__How to complete this task__
Up to and including the line bearing "ctx.font = font", output every line of the entries exactly as written, starting from the first; pictures stay out.

[[ Dataset entries, beginning ]]

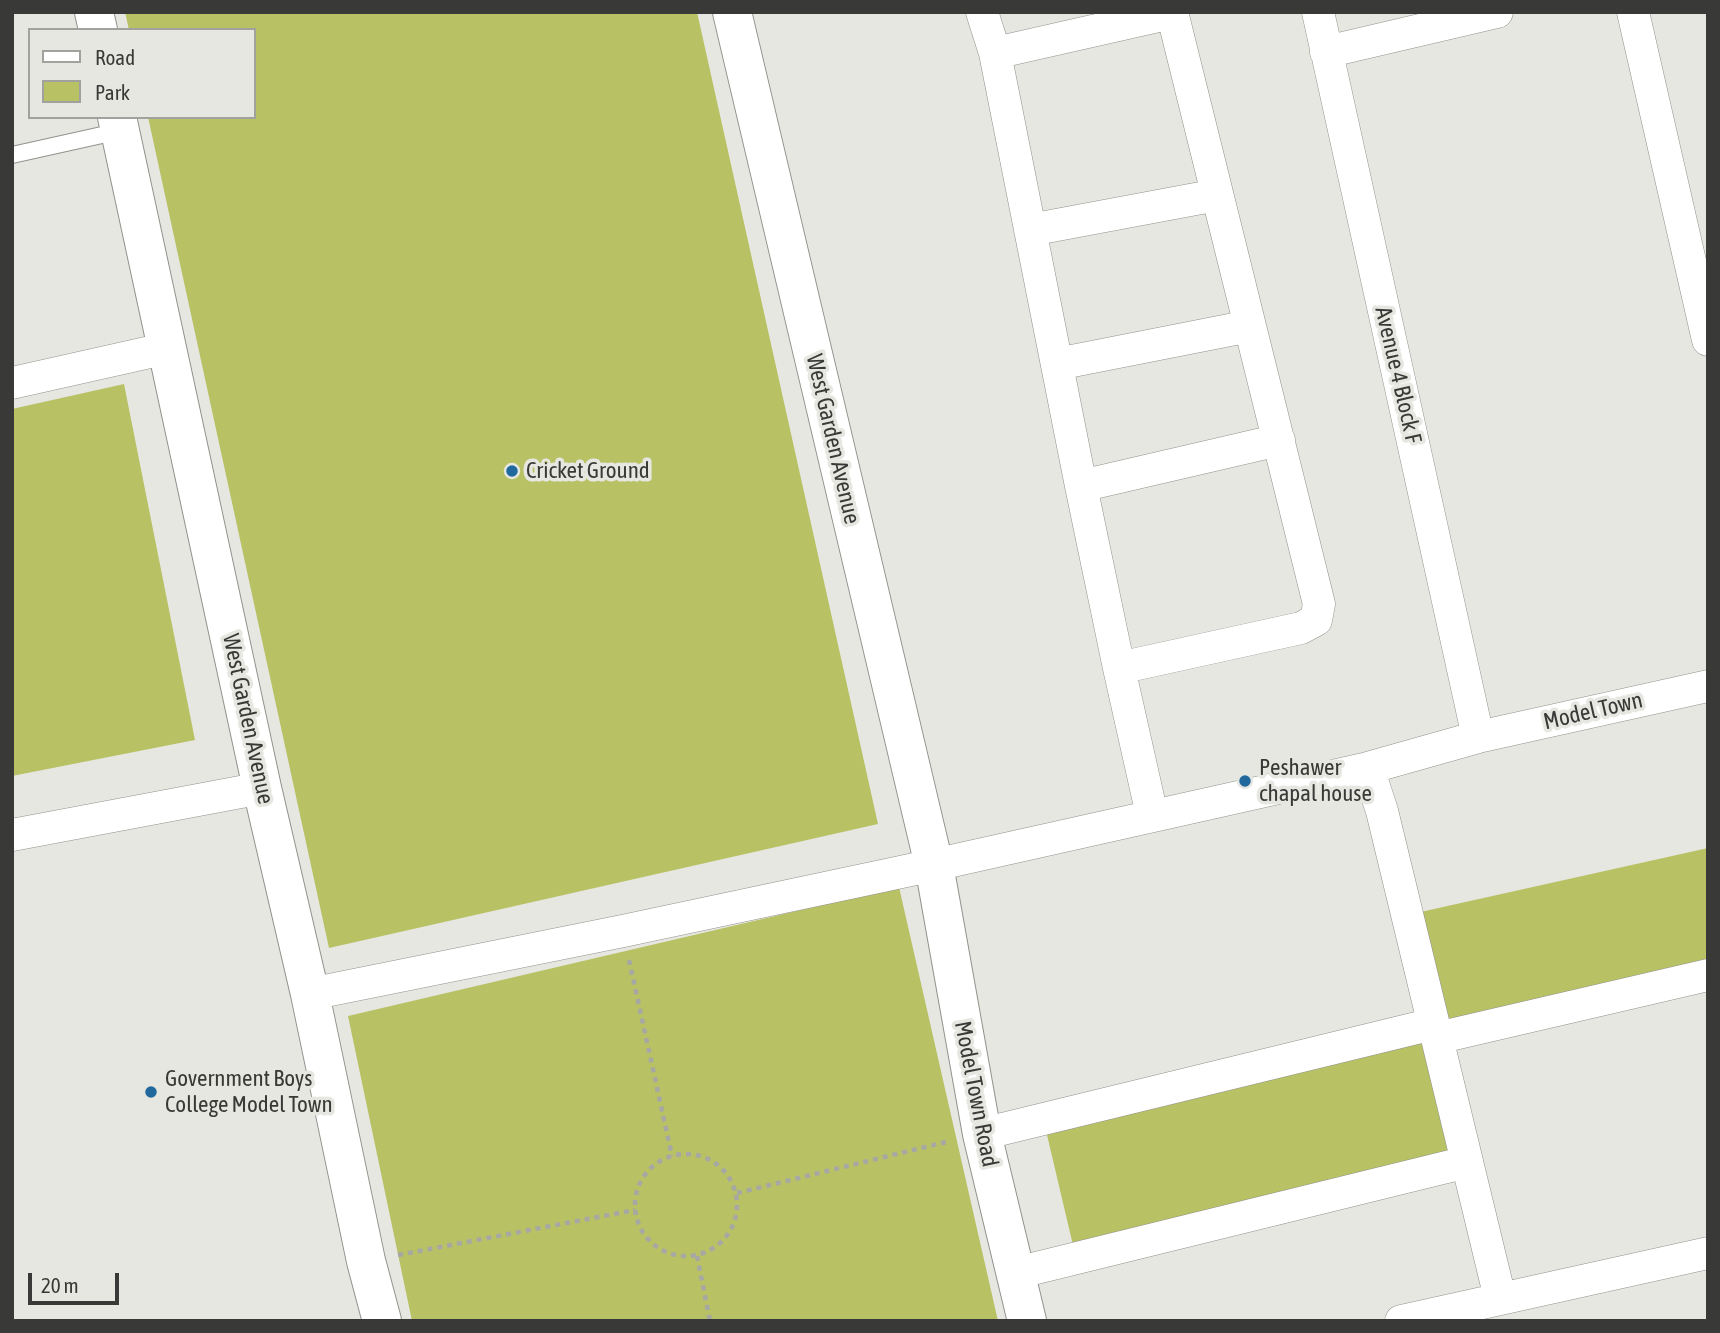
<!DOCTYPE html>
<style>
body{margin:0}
#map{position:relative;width:1720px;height:1333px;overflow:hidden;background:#e7e7e2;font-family:"Asap Condensed",sans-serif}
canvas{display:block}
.frame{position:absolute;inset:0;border:14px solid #393937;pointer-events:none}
.legend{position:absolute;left:28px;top:28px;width:228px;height:91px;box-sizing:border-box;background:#e7e7e2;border:2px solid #a1a19e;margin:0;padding:9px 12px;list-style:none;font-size:21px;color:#393937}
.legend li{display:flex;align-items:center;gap:14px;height:35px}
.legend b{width:35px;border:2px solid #a1a19e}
.scale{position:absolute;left:28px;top:1273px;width:91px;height:32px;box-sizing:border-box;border:4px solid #393937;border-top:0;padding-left:9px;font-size:21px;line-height:24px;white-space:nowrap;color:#393937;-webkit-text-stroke:5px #e7e7e2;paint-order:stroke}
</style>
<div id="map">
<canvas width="1720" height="1333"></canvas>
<div class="frame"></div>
<ul class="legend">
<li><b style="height:9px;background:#fff"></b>Road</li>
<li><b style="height:19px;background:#b9c165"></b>Park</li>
</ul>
<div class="scale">20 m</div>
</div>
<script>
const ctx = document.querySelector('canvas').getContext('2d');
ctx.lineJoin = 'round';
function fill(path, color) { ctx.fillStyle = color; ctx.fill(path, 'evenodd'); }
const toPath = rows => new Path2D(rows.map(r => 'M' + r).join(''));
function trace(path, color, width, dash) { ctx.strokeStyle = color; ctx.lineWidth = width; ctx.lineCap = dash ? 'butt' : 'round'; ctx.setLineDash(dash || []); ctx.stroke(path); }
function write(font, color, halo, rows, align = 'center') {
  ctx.font = font + ' "Asap Condensed",sans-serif'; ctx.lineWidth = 7; ctx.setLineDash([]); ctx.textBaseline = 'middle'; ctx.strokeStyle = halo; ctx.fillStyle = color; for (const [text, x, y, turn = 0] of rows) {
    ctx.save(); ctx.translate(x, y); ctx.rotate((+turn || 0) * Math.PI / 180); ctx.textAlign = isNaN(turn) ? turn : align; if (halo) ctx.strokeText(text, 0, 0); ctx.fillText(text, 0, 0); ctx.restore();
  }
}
fill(toPath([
 [125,12,697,12,878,824,329,948,148,117,254,117,254,30,129,30],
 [124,384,195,740,12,776,12,409],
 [1708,848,1708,975,1437,1038,1467,1162,1076,1258,1043,1118,1433,1024,1407,915],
 [899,887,998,1321,412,1321,348,1016]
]), '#b9c165');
const service = toPath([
 [12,155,120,131]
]);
const minor = toPath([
 [982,12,995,53,1081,486,1119,668,1152,815],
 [1318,12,1478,737],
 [1633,12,1708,340],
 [1326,52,1497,12],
 [995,53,1172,13],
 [1030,230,1217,195],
 [1057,364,1250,326],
 [12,383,168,348],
 [1081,486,1279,440],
 [1119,668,1301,628,1316,620,1319,604,1172,12],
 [1368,768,1382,811,1500,1298],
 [12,835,262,788],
 [310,994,623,931,934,865,1368,768,1478,737,1708,686],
 [1437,1038,1708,975],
 [982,1134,1433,1024],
 [1016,1273,1467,1162],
 [1401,1321,1708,1253]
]);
const tertiary = toPath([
 [94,12,98,30],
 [732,12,934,865,982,1134,1027,1321],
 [117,117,262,788,310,994,366,1261,382,1321]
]);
trace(service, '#92928d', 18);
trace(minor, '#92928d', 33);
trace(tertiary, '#92928d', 40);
trace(toPath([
 [629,960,672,1156],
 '635 1205a51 51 0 1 1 102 0a51 51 0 1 1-102 0Z',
 [737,1193,950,1141],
 [398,1255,635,1210],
 [697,1256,710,1321]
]), '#a7a7a3', 4.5, [5, 5]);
trace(service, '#fff', 16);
trace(minor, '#fff', 32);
trace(tertiary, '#fff', 38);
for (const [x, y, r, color] of [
 [512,471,7,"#21699d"],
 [1245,781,7,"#21699d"],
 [151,1092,7,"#21699d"]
]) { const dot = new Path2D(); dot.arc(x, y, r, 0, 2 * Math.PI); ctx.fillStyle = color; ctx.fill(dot); trace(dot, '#e7e7e2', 2.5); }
write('23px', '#393937', '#e7e7e2', [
 ["Avenue 4 Block F",1398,375,77],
 ["West Garden Avenue",833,439,77],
 ["Model Town",1593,711,-13],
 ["West Garden Avenue",248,719,78],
 ["Model Town Road",976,1094,79]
]);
write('23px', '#393937', '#e7e7e2', [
 ["Cricket Ground",526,471],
 ["Peshawer",1259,768],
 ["chapal house",1259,794],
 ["Government Boys",165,1079],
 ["College Model Town",165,1105]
], 'left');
</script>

[[ Dataset entries, end ]]

__Finished task__
<!DOCTYPE html>
<style>
body{margin:0}
#map{position:relative;width:1720px;height:1333px;overflow:hidden;background:#e7e7e2;font-family:"Asap Condensed",sans-serif}
canvas{display:block}
.frame{position:absolute;inset:0;border:14px solid #393937;pointer-events:none}
.legend{position:absolute;left:28px;top:28px;width:228px;height:91px;box-sizing:border-box;background:#e7e7e2;border:2px solid #a1a19e;margin:0;padding:9px 12px;list-style:none;font-size:21px;color:#393937}
.legend li{display:flex;align-items:center;gap:14px;height:35px}
.legend b{width:35px;border:2px solid #a1a19e}
.scale{position:absolute;left:28px;top:1273px;width:91px;height:32px;box-sizing:border-box;border:4px solid #393937;border-top:0;padding-left:9px;font-size:21px;line-height:24px;white-space:nowrap;color:#393937;-webkit-text-stroke:5px #e7e7e2;paint-order:stroke}
</style>
<div id="map">
<canvas width="1720" height="1333"></canvas>
<div class="frame"></div>
<ul class="legend">
<li><b style="height:9px;background:#fff"></b>Road</li>
<li><b style="height:19px;background:#b9c165"></b>Park</li>
</ul>
<div class="scale">20 m</div>
</div>
<script>
const ctx = document.querySelector('canvas').getContext('2d');
ctx.lineJoin = 'round';
function fill(path, color) { ctx.fillStyle = color; ctx.fill(path, 'evenodd'); }
const toPath = rows => new Path2D(rows.map(r => 'M' + r).join(''));
function trace(path, color, width, dash) { ctx.strokeStyle = color; ctx.lineWidth = width; ctx.lineCap = dash ? 'butt' : 'round'; ctx.setLineDash(dash || []); ctx.stroke(path); }
function write(font, color, halo, rows, align = 'center') {
  ctx.font = font + ' "Asap Condensed",sans-serif'; ctx.lineWidth = 7; ctx.setLineDash([]); ctx.textBaseline = 'middle'; ctx.strokeStyle = halo; ctx.fillStyle = color; for (const [text, x, y, turn = 0] of rows) {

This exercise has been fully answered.